Activity
Every line below that holds the string "content" should be copied out.

Exercise materials
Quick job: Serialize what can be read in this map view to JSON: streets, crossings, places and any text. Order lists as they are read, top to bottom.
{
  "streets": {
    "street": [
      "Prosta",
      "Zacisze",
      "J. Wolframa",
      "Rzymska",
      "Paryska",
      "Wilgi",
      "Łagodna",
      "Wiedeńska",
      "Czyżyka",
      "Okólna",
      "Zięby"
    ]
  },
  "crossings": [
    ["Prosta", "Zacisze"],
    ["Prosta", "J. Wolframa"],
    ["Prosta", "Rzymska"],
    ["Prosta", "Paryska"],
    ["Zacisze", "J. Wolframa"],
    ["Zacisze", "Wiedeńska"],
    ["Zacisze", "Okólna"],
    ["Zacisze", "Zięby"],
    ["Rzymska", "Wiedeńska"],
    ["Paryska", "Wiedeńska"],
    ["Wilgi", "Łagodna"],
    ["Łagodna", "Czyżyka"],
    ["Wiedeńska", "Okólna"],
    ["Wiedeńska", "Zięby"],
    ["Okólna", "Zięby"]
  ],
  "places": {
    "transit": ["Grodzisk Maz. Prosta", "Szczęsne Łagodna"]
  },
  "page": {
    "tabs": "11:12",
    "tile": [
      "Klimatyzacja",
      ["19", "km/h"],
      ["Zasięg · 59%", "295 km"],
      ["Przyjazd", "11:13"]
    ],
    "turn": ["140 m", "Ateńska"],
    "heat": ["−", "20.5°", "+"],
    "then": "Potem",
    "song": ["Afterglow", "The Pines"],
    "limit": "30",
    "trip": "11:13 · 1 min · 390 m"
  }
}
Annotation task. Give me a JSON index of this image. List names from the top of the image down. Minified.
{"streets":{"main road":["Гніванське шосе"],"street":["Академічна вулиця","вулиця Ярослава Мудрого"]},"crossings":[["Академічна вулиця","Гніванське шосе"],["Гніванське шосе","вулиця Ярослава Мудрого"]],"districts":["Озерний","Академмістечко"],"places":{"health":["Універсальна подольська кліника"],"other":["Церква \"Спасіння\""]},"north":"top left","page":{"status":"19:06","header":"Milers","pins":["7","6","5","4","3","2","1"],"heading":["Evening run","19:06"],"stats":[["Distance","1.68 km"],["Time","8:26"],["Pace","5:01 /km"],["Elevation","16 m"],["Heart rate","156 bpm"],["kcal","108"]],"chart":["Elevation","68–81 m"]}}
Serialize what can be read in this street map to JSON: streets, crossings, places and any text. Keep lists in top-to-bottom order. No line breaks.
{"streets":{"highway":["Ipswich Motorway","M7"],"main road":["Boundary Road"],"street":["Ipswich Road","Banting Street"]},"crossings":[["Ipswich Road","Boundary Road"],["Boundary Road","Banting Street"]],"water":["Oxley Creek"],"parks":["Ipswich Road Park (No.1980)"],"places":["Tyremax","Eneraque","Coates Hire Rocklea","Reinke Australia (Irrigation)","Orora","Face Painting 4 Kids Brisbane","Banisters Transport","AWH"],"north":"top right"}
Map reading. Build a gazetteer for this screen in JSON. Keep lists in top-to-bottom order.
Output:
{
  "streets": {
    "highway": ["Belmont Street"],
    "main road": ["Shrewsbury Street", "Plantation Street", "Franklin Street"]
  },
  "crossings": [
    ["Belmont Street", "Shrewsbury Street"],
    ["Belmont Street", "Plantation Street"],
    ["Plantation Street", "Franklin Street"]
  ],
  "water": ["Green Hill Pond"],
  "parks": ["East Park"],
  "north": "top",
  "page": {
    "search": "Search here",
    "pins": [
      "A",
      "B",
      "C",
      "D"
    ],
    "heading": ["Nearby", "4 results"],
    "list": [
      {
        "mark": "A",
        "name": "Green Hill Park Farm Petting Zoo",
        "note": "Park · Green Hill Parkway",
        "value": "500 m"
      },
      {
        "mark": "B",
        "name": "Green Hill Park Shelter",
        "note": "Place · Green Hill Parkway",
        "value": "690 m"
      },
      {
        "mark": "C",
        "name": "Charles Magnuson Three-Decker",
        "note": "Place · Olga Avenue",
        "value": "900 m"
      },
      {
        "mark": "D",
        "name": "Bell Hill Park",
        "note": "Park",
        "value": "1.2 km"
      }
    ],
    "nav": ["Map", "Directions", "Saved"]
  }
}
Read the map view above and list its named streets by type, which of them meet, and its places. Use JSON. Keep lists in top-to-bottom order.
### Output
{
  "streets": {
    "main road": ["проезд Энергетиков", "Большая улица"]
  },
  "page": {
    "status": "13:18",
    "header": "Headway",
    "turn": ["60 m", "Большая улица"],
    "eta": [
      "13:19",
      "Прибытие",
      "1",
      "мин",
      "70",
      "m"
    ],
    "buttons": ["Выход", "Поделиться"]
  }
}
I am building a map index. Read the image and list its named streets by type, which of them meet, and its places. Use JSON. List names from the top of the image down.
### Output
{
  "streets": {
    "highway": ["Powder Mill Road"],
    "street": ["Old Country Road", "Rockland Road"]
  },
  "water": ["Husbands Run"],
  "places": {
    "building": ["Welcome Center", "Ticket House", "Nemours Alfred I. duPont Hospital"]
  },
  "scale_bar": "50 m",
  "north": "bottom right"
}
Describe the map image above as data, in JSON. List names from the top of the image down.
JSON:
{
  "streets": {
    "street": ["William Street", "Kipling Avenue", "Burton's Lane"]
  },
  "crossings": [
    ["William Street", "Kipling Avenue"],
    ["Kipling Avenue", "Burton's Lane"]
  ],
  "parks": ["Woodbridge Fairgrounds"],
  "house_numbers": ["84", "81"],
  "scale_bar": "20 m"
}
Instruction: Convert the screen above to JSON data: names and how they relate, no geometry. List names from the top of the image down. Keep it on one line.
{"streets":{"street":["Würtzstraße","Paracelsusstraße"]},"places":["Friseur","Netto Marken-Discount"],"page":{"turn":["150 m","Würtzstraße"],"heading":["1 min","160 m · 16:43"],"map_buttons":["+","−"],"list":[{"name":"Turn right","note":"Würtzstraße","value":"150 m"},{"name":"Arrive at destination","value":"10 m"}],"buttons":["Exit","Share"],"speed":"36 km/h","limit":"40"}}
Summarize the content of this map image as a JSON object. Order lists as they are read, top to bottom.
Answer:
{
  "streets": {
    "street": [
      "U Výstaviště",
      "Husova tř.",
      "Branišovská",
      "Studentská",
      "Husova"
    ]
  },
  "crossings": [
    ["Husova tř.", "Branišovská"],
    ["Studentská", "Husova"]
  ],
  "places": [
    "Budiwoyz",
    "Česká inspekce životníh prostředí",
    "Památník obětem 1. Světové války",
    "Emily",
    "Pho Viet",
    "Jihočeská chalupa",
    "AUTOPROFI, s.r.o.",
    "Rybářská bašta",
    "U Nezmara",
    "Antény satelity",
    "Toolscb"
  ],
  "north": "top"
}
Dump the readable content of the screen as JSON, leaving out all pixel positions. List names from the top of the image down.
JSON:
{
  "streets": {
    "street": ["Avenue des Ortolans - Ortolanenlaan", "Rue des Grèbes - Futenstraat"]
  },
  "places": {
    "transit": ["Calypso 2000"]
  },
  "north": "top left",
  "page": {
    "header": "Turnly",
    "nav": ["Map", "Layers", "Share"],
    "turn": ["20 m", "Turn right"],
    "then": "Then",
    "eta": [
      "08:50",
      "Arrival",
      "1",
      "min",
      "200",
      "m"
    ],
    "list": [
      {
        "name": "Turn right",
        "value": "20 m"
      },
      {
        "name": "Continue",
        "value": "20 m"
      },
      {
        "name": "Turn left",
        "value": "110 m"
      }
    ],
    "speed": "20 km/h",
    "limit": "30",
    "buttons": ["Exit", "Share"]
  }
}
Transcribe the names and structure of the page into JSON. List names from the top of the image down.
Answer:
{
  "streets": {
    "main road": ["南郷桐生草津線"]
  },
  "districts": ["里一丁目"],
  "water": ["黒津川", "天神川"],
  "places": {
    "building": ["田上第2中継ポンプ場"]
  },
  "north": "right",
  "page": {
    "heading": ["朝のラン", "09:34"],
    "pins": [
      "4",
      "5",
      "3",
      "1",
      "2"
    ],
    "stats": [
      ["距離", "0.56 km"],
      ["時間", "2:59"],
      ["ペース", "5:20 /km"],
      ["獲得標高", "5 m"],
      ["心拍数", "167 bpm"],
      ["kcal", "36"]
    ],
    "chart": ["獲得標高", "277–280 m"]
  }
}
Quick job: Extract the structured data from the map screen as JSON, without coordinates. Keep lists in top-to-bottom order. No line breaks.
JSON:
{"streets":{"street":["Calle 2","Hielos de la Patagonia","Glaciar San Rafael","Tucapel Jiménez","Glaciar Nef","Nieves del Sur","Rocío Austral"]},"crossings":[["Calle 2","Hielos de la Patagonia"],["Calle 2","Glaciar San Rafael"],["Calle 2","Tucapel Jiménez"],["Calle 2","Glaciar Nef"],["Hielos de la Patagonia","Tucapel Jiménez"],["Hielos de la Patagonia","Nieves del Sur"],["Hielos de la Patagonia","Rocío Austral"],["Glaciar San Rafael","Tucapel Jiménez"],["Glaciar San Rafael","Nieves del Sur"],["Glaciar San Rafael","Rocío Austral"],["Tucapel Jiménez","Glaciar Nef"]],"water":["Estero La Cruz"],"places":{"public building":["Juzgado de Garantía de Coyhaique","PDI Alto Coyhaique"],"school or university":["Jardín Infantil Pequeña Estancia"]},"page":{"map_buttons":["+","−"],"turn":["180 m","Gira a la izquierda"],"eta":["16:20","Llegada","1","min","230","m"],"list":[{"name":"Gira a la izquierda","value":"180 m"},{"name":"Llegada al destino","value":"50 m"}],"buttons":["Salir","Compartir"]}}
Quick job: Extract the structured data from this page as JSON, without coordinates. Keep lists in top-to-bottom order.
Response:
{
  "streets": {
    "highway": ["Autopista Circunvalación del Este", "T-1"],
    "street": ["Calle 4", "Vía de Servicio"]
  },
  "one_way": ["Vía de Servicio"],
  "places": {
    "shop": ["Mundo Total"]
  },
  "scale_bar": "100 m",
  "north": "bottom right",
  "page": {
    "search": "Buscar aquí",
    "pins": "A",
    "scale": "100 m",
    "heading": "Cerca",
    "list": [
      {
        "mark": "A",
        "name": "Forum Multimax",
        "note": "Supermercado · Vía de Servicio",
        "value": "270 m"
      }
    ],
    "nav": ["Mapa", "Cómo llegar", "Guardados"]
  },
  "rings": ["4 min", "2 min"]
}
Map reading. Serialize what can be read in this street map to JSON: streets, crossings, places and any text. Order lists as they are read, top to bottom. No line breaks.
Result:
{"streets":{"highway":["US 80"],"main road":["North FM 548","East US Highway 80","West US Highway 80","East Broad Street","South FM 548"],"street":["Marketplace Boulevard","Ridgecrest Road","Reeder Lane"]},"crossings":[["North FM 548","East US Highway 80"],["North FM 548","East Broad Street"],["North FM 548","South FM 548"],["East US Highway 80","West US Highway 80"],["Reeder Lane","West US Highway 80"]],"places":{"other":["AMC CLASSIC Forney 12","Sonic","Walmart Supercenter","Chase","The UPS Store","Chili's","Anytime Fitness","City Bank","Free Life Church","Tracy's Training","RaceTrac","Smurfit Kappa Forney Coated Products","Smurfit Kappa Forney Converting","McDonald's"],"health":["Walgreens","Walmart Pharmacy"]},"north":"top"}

Answer to this exercise
Summarize the content of this map image as a JSON object. Order lists as they are read, top to bottom.
Dump the readable content of the screen as JSON, leaving out all pixel positions. List names from the top of the image down.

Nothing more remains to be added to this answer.